護良の初陣は勝利した。帝は笠置山におり、護良は帝に合流した。幕府が関東から6万から7万の大軍を発した。足利高氏新田義貞という源氏の流れをくむ武将も加わっていた。正成は帝に拝謁を許された。廷臣は千の軍勢を笠置に向けよと指示するが、正成は河内で挙兵する、幕府を倒すことこそ主上を守ることと考えていると言い張り応じない。正成は、重ねて、幕府はまだ強い、戦は長いものになると言い、帝に対し、「正成の命があると聞かれるかぎり、決して負けてはおりませぬ」と告げた。帝は頷いた。正成は金剛山麓の小高い丘に城を築いて幕府の攻撃を受けることにした。石を大量に運び込ませた。正成挙兵の知らせは畿内を駆け回った。播磨の赤松円心はじっと動かない。六波羅が動き出した。和田助康が討伐の命を受けたが、正成と近い関係にあり、犠牲を出さず、それでいて激しく闘ったように見せかけた。幕府軍の本隊は笠置を囲み帝が捕らえられた。正成は大塔宮に、帝の挙兵で朝廷と幕府との対立が誰の目にも見えた今こそ、腰を据え、全国に令旨を発せよと言い、時をかけて潜在する兵力を顕在化させていった。

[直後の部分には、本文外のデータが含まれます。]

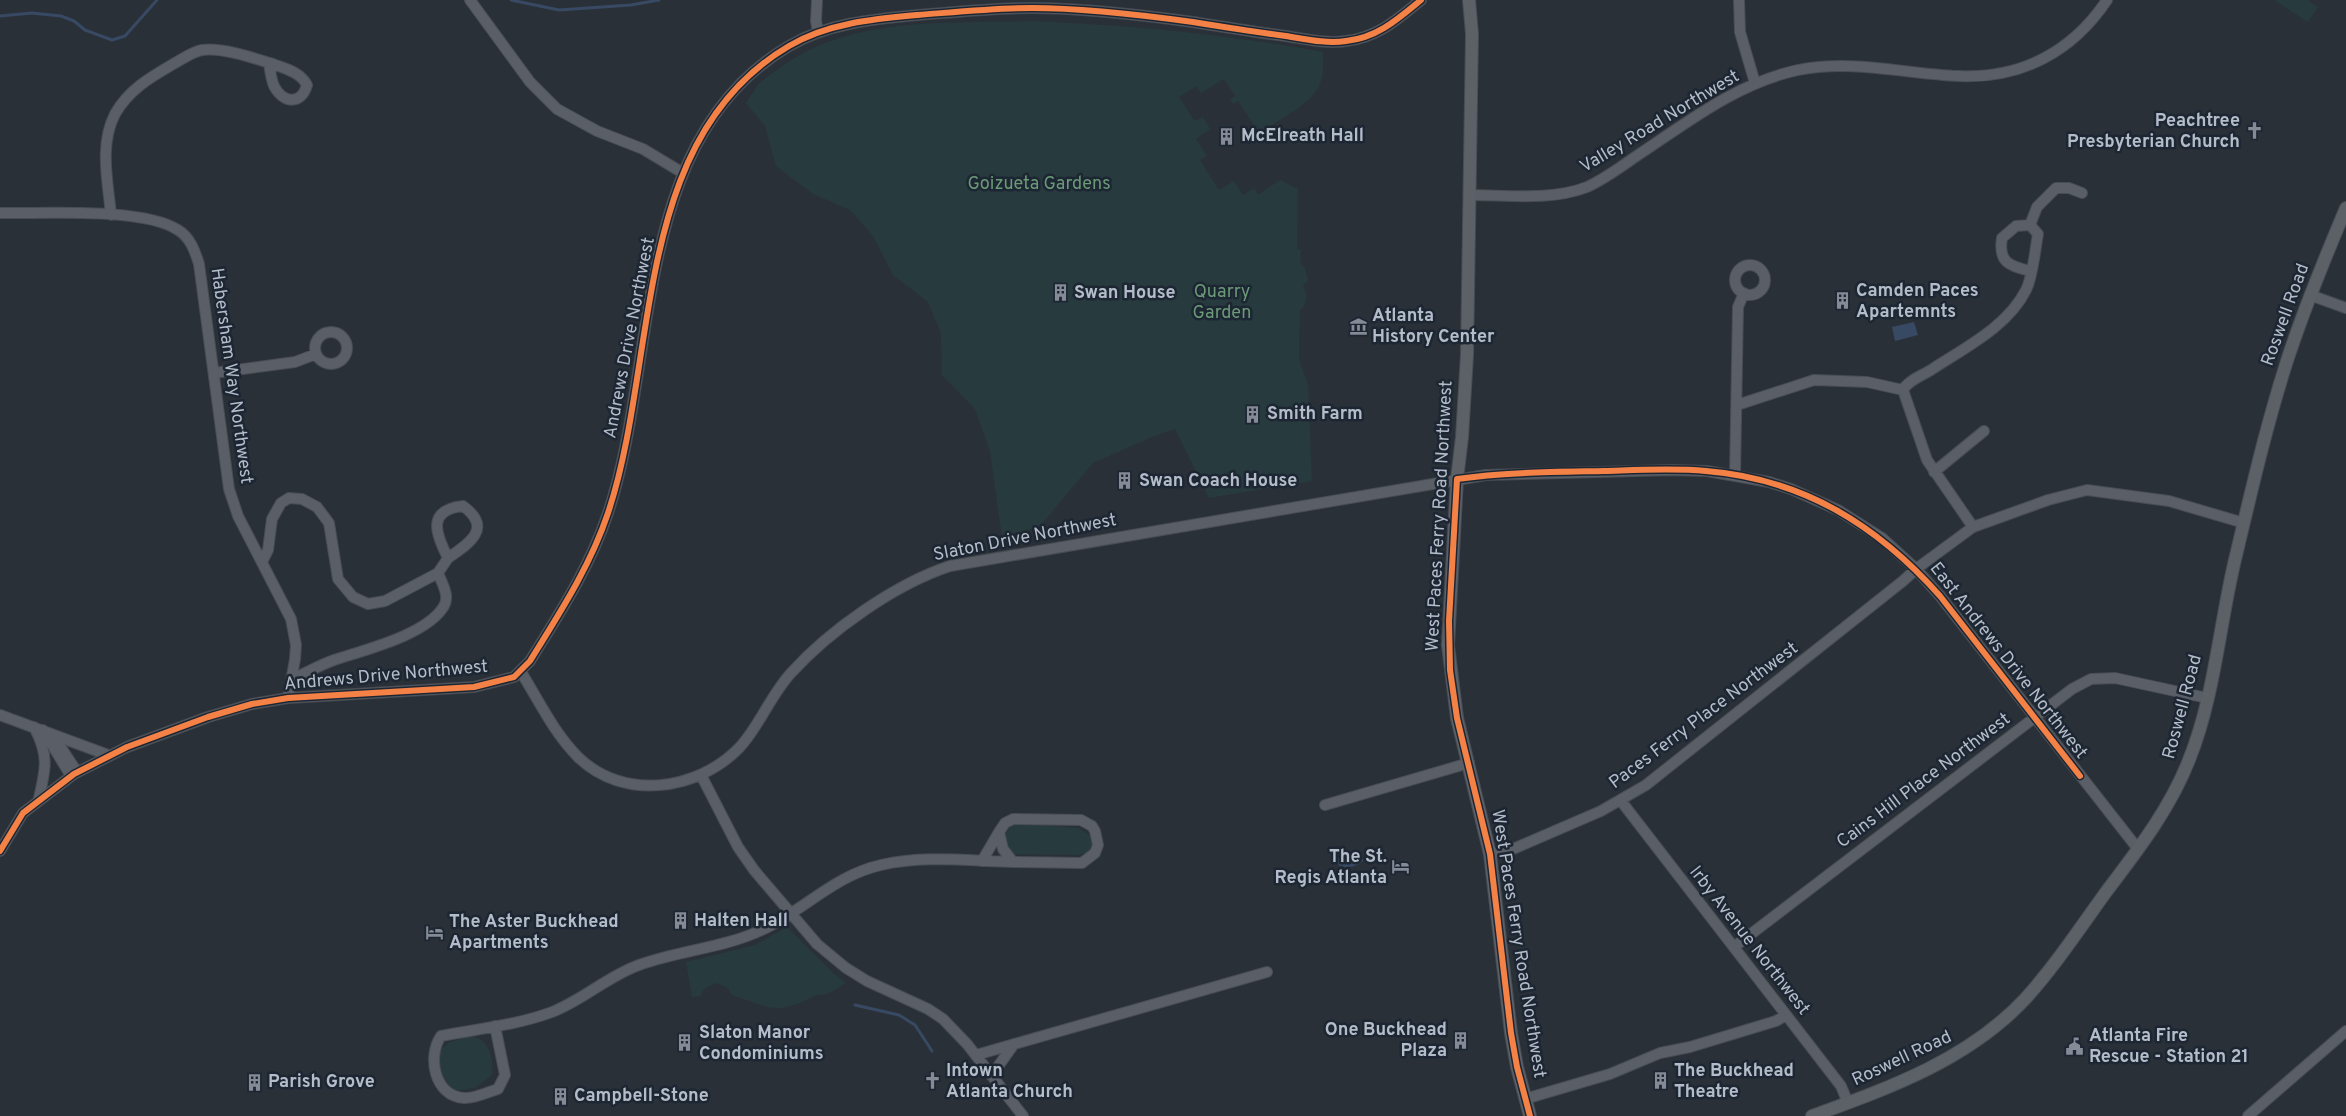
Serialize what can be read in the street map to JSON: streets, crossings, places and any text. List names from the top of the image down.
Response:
{
  "streets": {
    "main road": ["Roswell Road", "West Paces Ferry Road Northwest"],
    "street": [
      "Valley Road Northwest",
      "Andrews Drive Northwest",
      "Habersham Way Northwest",
      "Slaton Drive Northwest",
      "East Andrews Drive Northwest",
      "Paces Ferry Place Northwest",
      "Cains Hill Place Northwest",
      "Irby Avenue Northwest"
    ]
  },
  "crossings": [
    ["Valley Road Northwest", "West Paces Ferry Road Northwest"],
    ["Roswell Road", "East Andrews Drive Northwest"],
    ["Roswell Road", "Paces Ferry Place Northwest"],
    ["Roswell Road", "Cains Hill Place Northwest"],
    ["Roswell Road", "Irby Avenue Northwest"],
    ["Andrews Drive Northwest", "Habersham Way Northwest"],
    ["Andrews Drive Northwest", "Slaton Drive Northwest"],
    ["West Paces Ferry Road Northwest", "Slaton Drive Northwest"],
    ["West Paces Ferry Road Northwest", "East Andrews Drive Northwest"],
    ["West Paces Ferry Road Northwest", "Paces Ferry Place Northwest"],
    ["Slaton Drive Northwest", "East Andrews Drive Northwest"],
    ["East Andrews Drive Northwest", "Paces Ferry Place Northwest"],
    ["East Andrews Drive Northwest", "Cains Hill Place Northwest"],
    ["Paces Ferry Place Northwest", "Irby Avenue Northwest"],
    ["Cains Hill Place Northwest", "Irby Avenue Northwest"]
  ],
  "parks": ["Goizueta Gardens", "Quarry Garden"],
  "places": {
    "church": ["Peachtree Presbyterian Church", "Intown Atlanta Church"],
    "building": [
      "McElreath Hall",
      "Swan House",
      "Camden Paces Apartemnts",
      "Smith Farm",
      "Swan Coach House",
      "Halten Hall",
      "One Buckhead Plaza",
      "Slaton Manor Condominiums",
      "The Buckhead Theatre",
      "Parish Grove",
      "Campbell-Stone"
    ],
    "museum": ["Atlanta History Center"],
    "hotel": ["The St. Regis Atlanta", "The Aster Buckhead Apartments"],
    "public building": ["Atlanta Fire Rescue - Station 21"]
  }
}
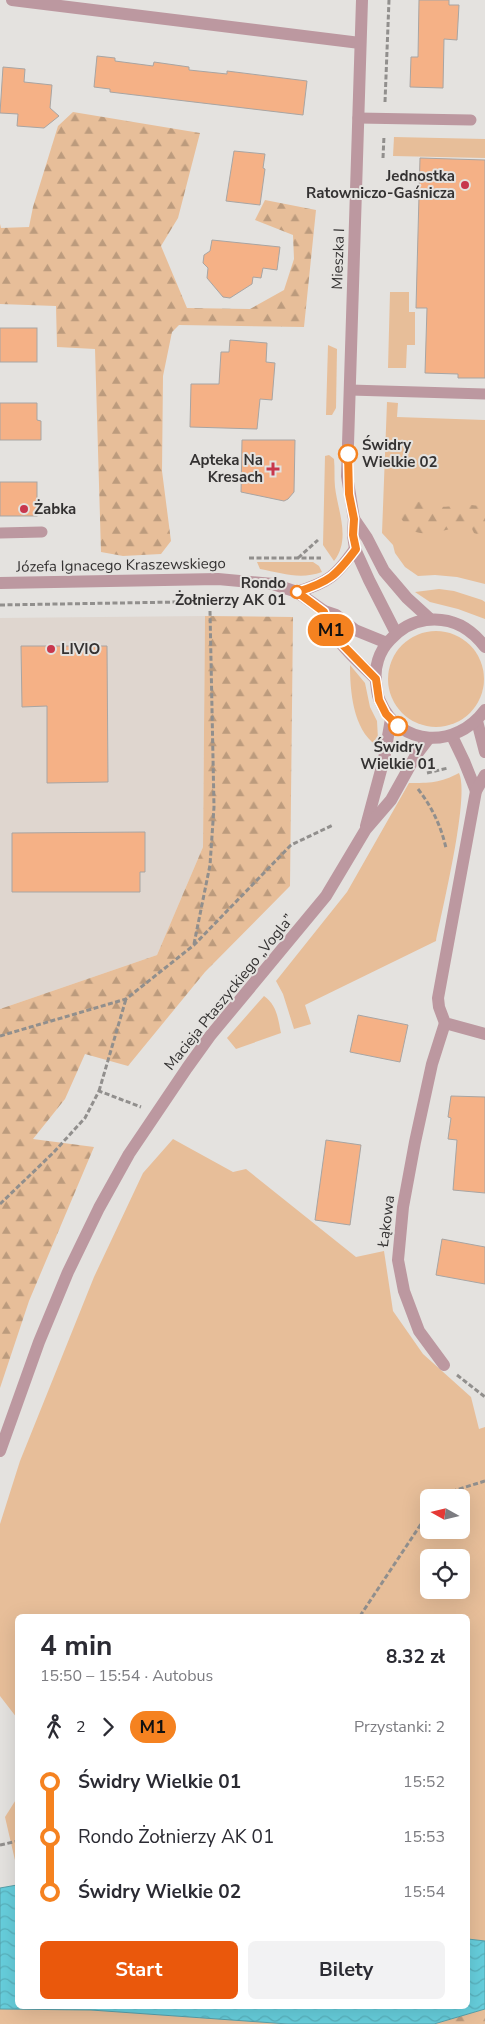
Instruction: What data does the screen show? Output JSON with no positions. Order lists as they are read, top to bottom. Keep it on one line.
{"streets":{"street":["Mieszka I","Józefa Ignacego Kraszewskiego","Macieja Ptaszyckiego „Vogla”","Łąkowa"]},"places":{"other":["Jednostka Ratowniczo-Gaśnicza","Świdry Wielkie 02","Żabka","Rondo Żołnierzy AK 01","LIVIO","Świdry Wielkie 01"],"health":["Apteka Na Kresach"]},"lines":["bus line M1"],"north":"left","page":{"on_map":"M1","heading":["4 min","15:50 – 15:54 · Autobus","8.32 zł"],"legs":["2","M1","Przystanki: 2"],"list":[{"name":"Świdry Wielkie 01","value":"15:52"},{"name":"Rondo Żołnierzy AK 01","value":"15:53"},{"name":"Świdry Wielkie 02","value":"15:54"}],"buttons":["Start","Bilety"]}}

正成は自分と大塔宮が死んだという噂を流した。帝は隠岐へ配流となった。正成は、朝廷直属の軍に悪党が組み込まれ、武士と替わっていく、全土を朝廷の領とし、そこの税で軍を養っていく、問題は朝廷の政事だ、幕府を倒す戦の中で廷臣の質がいくらかでも変わるか、男は夢を追って闘うのだと、金王盛俊に語った。坂東から大軍を引き出す。畿内で何か起きるたびに大軍を出さざるを得ないのが幕府の弱点だった。幕府の負担が増えるからだ。正成は名和長高に会うために伯耆の名和湊へ入った。時を見て隠岐から帝を乗せた船が来た時にどうするかを名和に尋ねた。名和は悪党としてその時に直面すれば決めると応えた。それで2人は通じ合うことができた(第4章 遠き曙光)。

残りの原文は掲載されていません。